Eurocopter : pas de reprise en vue avant 2012
Par Hassan Meddah - Publié le
Le chiffre d’affaires progresse de 6% à 4,8 milliards d’euros, même si les livraisons reculent de 558 à 527 appareils. Les livraisons en volume devraient encore baisser en 2011.
Le premier hélicoptériste mondial ne profite pas à plein du redémarrage de l’économie comme les autres filiales du groupe EADS. Alors qu’Airbus et ATR ont annoncé récemment des hausses significatives de leur cadence de production, Eurocopter a vu ses livraisons en volume légèrement baisser en 2010 et estime que cette tendance baissière va se poursuivre encore cette année. « Les effets de la crise se sont faits encore ressentir sur notre activité en 2010 et notamment dans le domaine civil », a précisé Lutz Bertling, PDG d’Eurocopter.

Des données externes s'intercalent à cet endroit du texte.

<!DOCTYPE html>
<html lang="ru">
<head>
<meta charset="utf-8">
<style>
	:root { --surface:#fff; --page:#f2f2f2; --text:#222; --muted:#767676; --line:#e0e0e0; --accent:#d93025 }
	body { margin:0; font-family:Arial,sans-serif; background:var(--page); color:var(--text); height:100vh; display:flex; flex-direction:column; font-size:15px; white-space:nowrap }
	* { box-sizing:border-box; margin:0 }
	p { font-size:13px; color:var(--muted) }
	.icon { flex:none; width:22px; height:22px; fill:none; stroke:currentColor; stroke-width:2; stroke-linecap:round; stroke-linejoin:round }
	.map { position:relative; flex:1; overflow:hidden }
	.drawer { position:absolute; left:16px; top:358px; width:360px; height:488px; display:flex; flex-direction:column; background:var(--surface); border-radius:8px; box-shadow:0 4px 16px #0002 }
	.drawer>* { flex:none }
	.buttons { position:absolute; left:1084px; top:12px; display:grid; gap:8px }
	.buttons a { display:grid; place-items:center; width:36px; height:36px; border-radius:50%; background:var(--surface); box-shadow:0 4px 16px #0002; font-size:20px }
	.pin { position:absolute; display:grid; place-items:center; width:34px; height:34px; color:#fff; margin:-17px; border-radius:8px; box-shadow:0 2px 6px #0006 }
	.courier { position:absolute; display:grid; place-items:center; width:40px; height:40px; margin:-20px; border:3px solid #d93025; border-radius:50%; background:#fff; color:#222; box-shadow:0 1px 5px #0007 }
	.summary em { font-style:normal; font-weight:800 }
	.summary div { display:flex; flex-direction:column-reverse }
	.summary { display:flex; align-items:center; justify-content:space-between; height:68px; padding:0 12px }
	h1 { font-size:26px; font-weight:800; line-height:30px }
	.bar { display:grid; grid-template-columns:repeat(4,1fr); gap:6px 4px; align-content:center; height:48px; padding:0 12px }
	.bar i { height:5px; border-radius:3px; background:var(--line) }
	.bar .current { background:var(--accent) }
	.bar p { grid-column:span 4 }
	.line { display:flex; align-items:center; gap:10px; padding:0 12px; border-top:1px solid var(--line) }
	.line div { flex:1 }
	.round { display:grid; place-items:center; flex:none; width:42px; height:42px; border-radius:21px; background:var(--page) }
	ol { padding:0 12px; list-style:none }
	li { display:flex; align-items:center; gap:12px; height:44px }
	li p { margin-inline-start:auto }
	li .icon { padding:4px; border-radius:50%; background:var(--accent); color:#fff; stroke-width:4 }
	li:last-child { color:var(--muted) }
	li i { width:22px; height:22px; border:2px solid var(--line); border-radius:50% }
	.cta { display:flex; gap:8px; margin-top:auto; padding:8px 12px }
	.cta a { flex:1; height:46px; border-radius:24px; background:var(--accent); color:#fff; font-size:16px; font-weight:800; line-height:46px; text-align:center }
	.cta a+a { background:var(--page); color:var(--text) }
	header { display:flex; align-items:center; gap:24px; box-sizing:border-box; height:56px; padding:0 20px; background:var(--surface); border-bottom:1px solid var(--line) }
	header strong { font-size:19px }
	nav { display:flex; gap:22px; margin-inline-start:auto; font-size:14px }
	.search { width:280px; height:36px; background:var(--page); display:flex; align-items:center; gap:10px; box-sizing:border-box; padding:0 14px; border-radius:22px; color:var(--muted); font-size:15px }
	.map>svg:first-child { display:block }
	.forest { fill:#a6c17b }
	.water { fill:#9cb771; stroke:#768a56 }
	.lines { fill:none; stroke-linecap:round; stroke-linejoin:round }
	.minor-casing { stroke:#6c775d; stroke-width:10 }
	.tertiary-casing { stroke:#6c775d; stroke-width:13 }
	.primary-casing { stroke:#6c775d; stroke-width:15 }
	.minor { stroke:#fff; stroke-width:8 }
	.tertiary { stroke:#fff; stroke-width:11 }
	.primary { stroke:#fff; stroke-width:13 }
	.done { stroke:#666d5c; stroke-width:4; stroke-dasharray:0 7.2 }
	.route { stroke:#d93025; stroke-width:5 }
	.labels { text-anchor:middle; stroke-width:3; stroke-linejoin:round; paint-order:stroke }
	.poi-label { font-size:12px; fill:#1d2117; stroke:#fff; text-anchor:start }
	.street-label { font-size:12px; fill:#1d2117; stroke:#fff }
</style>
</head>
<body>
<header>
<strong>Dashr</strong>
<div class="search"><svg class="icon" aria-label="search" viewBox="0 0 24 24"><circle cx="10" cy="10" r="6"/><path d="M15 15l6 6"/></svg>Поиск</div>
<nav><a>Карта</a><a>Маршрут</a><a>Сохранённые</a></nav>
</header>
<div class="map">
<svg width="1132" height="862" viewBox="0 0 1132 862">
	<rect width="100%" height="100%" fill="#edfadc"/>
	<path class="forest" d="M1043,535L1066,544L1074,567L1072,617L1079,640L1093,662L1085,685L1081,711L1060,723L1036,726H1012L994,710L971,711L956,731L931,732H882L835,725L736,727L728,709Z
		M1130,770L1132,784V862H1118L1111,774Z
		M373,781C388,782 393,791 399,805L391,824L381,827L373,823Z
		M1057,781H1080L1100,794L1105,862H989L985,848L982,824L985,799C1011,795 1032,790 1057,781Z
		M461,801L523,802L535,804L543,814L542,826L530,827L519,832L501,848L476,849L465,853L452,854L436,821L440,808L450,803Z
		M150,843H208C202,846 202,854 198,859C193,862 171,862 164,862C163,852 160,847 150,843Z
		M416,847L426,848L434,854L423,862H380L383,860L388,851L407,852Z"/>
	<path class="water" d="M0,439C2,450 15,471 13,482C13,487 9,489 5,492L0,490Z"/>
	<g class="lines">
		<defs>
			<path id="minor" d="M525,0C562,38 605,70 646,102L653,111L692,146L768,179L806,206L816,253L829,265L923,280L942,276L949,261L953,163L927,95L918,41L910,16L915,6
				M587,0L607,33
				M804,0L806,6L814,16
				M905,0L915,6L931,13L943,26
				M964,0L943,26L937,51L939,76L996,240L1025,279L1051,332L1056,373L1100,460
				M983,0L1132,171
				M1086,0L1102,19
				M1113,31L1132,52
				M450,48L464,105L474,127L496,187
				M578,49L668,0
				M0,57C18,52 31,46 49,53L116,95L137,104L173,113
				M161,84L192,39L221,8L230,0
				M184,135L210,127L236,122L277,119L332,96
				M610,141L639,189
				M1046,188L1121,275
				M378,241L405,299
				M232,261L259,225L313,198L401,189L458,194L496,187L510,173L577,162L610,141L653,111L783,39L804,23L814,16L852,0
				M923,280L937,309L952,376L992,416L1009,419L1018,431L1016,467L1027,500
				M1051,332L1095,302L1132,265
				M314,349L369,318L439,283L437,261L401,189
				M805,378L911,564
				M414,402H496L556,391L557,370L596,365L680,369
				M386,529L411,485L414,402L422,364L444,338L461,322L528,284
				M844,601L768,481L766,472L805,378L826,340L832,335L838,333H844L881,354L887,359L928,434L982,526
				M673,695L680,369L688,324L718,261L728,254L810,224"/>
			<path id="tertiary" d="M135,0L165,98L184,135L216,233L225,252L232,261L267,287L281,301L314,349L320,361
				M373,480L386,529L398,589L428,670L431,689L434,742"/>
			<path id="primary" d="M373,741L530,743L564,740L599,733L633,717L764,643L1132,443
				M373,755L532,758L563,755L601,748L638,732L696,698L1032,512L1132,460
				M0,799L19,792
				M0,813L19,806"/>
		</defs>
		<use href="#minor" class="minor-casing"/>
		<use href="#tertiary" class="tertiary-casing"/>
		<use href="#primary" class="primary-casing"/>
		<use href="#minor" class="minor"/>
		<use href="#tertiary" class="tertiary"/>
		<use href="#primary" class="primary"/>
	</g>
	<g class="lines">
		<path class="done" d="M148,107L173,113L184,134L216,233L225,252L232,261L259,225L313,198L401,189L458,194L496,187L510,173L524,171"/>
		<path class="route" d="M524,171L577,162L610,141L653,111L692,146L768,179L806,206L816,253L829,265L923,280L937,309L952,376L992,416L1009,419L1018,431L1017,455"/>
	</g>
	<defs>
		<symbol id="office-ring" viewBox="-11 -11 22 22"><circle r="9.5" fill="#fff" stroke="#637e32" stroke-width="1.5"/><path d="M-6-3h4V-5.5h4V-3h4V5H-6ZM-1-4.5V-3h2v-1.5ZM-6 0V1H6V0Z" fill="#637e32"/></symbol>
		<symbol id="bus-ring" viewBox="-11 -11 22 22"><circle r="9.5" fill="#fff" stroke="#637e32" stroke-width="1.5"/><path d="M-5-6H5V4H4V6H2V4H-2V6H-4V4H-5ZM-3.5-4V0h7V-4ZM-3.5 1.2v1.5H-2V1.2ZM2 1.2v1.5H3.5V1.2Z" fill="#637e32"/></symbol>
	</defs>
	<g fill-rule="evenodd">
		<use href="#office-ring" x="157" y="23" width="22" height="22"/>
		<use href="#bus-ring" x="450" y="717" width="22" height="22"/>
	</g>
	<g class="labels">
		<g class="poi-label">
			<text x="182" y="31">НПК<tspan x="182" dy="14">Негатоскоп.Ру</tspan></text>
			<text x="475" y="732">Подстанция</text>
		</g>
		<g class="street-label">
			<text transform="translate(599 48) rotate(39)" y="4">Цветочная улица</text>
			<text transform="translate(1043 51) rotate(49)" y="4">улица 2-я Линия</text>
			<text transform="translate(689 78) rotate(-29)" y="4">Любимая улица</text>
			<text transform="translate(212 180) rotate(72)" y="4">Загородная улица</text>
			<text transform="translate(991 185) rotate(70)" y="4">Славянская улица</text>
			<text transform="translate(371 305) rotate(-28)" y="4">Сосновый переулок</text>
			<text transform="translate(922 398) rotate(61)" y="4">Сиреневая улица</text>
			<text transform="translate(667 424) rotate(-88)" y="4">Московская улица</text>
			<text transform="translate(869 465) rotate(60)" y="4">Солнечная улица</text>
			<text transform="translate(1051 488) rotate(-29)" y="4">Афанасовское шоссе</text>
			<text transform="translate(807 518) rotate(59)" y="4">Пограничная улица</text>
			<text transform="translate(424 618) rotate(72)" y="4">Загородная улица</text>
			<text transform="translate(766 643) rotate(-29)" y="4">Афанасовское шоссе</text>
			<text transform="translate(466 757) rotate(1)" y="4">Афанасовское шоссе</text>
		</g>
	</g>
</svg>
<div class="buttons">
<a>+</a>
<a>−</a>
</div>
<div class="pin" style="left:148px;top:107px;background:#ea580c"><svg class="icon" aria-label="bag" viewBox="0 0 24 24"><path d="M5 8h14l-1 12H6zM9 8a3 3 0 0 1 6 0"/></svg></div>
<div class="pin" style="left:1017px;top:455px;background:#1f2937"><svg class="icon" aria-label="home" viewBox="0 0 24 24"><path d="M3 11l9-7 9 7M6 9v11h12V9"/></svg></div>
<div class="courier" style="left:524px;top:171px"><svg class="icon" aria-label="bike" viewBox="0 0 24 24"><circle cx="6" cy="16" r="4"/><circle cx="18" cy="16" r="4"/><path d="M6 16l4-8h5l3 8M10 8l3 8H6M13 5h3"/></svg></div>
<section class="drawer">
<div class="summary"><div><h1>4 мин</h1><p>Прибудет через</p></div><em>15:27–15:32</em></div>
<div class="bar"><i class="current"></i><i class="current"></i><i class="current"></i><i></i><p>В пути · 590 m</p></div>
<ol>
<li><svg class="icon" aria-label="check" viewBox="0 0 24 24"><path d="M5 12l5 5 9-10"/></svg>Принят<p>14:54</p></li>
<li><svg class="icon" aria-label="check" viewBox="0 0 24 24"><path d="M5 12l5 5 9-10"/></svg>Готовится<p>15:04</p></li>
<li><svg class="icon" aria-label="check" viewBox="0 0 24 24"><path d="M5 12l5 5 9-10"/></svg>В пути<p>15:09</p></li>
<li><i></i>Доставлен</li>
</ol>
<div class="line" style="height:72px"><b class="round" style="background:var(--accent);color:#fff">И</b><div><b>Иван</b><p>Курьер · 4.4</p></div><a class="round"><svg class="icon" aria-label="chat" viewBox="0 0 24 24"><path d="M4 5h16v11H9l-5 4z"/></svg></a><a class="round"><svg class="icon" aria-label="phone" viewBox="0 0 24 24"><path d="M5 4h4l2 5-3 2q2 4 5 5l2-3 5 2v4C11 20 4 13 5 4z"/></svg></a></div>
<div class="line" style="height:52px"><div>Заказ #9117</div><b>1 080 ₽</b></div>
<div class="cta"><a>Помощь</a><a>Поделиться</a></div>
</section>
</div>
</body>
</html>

L’entreprise basée à Marignane a ainsi livré 527 appareils en 2010 contre 558 un an auparavant. Toutefois son chiffre d’affaires est en augmentation du fait qu’il vend plus d’hélicoptères de gamme supérieure et que son activité dans les services progresse pour représenter désormais 36% de son activité totale. Le chiffre d’affaires de 2010 s’établit ainsi à 4,8 milliards d’euros contre 4,6 milliards l’an dernier. Les bonnes nouvelles sont venues du côté des activités militaires : 28 NH90 ont été livrés en 2010 soit le double par rapport à l’année précédente, et les hélicoptères d’attaque Tigres (notamment déployées par l’armée française en Afghanistan) sont à nouveau acceptés en livraison par l’armée allemande qui avait exigé des modifications du système de câblage de l’appareil. Outre-Atlantique, durant l’année 2010, le groupe européen a livré son 100eme hélicoptère léger, le UH-72A en respectant le calendrier et le budget fixé par l’armée américaine. De quoi le rendre confiant pour le prochain d’offres du Pentagone pour des hélicoptères cette fois-ci armés, les Scouts. S’il l’emportait, Eurocopter pourrait alors espérer rattraper une partie de son retard sur l’américain Sikorsky qui détient 39% du marché mondial du marché militaires contre 19,5% pour Eurocopter. Le marché militaire est essentiel : il est évalué à 10 milliards d’euros en 2010, contre 4 millairds pour le marché civil.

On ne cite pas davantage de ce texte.